Thursday, August 19, 2010

So many needs, So few resources

I am very pensive today.  Today was a little rougher for me mentally and physically.  We went to the Bernice Johnson Center for Women with Disabilities.  It is basically a small apartment complex with some rehab items on site.  These ladies live here and they also learn to crochet and knit and their stuff is sold in the US.  I wish I would have had my camera with me so that you could see the living conditions.  They are good for Haiti, but they are definitely not good to US standards.  They basically have to go to the bathroom in port-a-potty and take showers in a tent. They are actually well taken care of with women to help with getting around, cooking, and cleaning. 

Anyway, here I had a difficult time trying to communicate with a patient.  Communicating things to patients about their condition is difficult enough in English, I feel somewhat helpless with a translator, because he is unable to communicate my emotions effectively.  Anyway, that was taxing and a lot of times you see how far these people are from getting "rehabilitated" it is a bit overwhelming.  This patient has a external fixator in her lower leg started just below the leg, she recently fell, was flown to PAP to have a good doctor examine her, and then flown back.  This poor lady has been in an external fixator since January!!  Long story short, the doctor told her that she needs to start putting weight through her leg because she is developing osteoporosis (she is probably in her 20's or 30's).  So, today she says, "I need to go to the bathroom", so I said ok, then as she was walking (with steps approximately six inches long), I decided to make it therapy and walk with her (the whole process took about 45 minutes).  Unbeknownst to me, the bathroom is an outhouse about 300 feet away!! The lady was barefoot and was scared to wear shoes (I think because she fell while wearing her shoes), so her poor feet were getting burnt by the hot concrete.  I finally convinced her to let me put on the shoe after she was done using the restroom. Then, as we were walking back, I find out that this is the first time that she has walked since January (and used the actual bathroom)!!  I said, "Wow!  C'est tres bon (that's very good) and then asked What motivated you to do that?!"  She said, "The doctor told me to start putting weight through my leg".

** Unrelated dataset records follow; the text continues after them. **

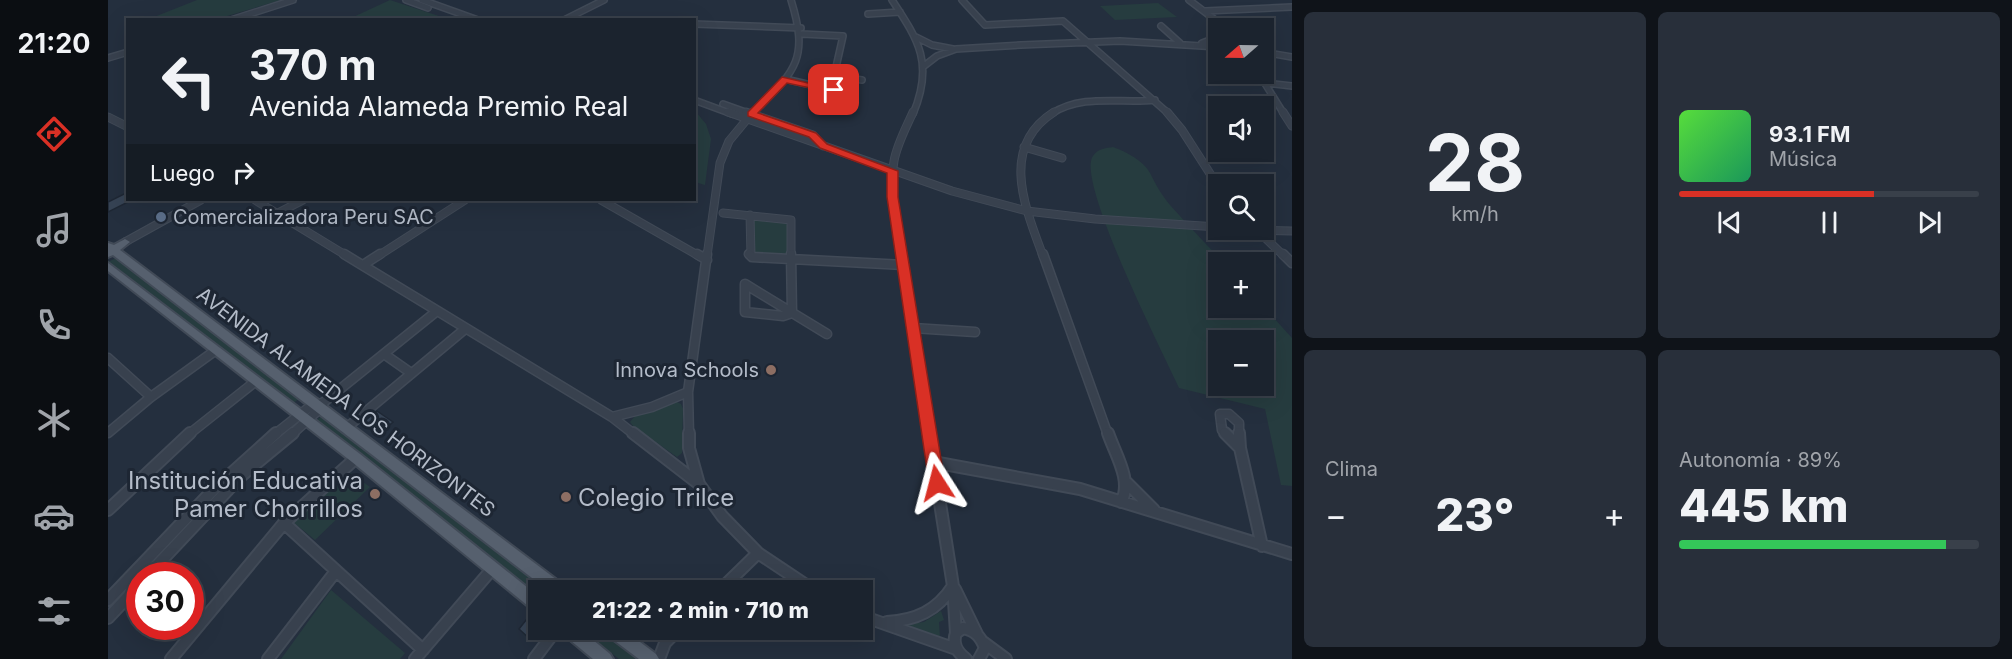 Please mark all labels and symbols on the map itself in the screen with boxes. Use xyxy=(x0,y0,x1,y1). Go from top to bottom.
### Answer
north arrow xyxy=(1208,18,1274,84)
pin xyxy=(808,64,859,115)
place label: Comercializadora Peru SAC xyxy=(173,205,434,229)
marker: Comercializadora Peru SAC xyxy=(154,210,168,224)
street label: AVENIDA ALAMEDA LOS HORIZONTES xyxy=(192,282,500,522)
place label: Innova Schools xyxy=(615,358,759,382)
marker: Innova Schools xyxy=(764,363,778,377)
position arrow xyxy=(905,451,969,515)
place label: Institución Educativa Pamer Chorrillos xyxy=(128,466,363,523)
place label: Colegio Trilce xyxy=(578,483,734,512)
marker: Institución Educativa Pamer Chorrillos xyxy=(368,487,382,501)
marker: Colegio Trilce xyxy=(559,490,573,504)
speed limit sign: 30 xyxy=(126,562,204,640)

This is a prime example of the personality of a lot of these people here.  Talk about motivation and determination!!  It is another example of the poor quality of doctors that work in Haiti.  There is no reason for her to have not been putting weight through her leg by now.  WAY TOO LONG (In the states, you leave them on for maybe 6-8 weeks).  All this is frustrating and really makes me feel overwhelmed with the size of the need here.  God drastically needs to intervene here.  June says that a lot of people say "If God wills it"  about Haiti getting out of its current state, which she completely agrees that it will take an act of God to help this country, but she said that she sometimes gets tired of people saying that because they end up not doing anything to help with the change. 

So anyway, lots of things on my mind.  How do you provoke change?  How can Haiti be saved?  How can we effectively help the patients here, the ones we are in contact with?  What happens when they leave the hospital?  A lot of them have no home to return to.  How can the clinic be more organized?  How can the people receive good continuity of care when people are coming in and out all the time? 

Anyway, thanks for reading my rant.  I know I need to spend some time praying about all these things.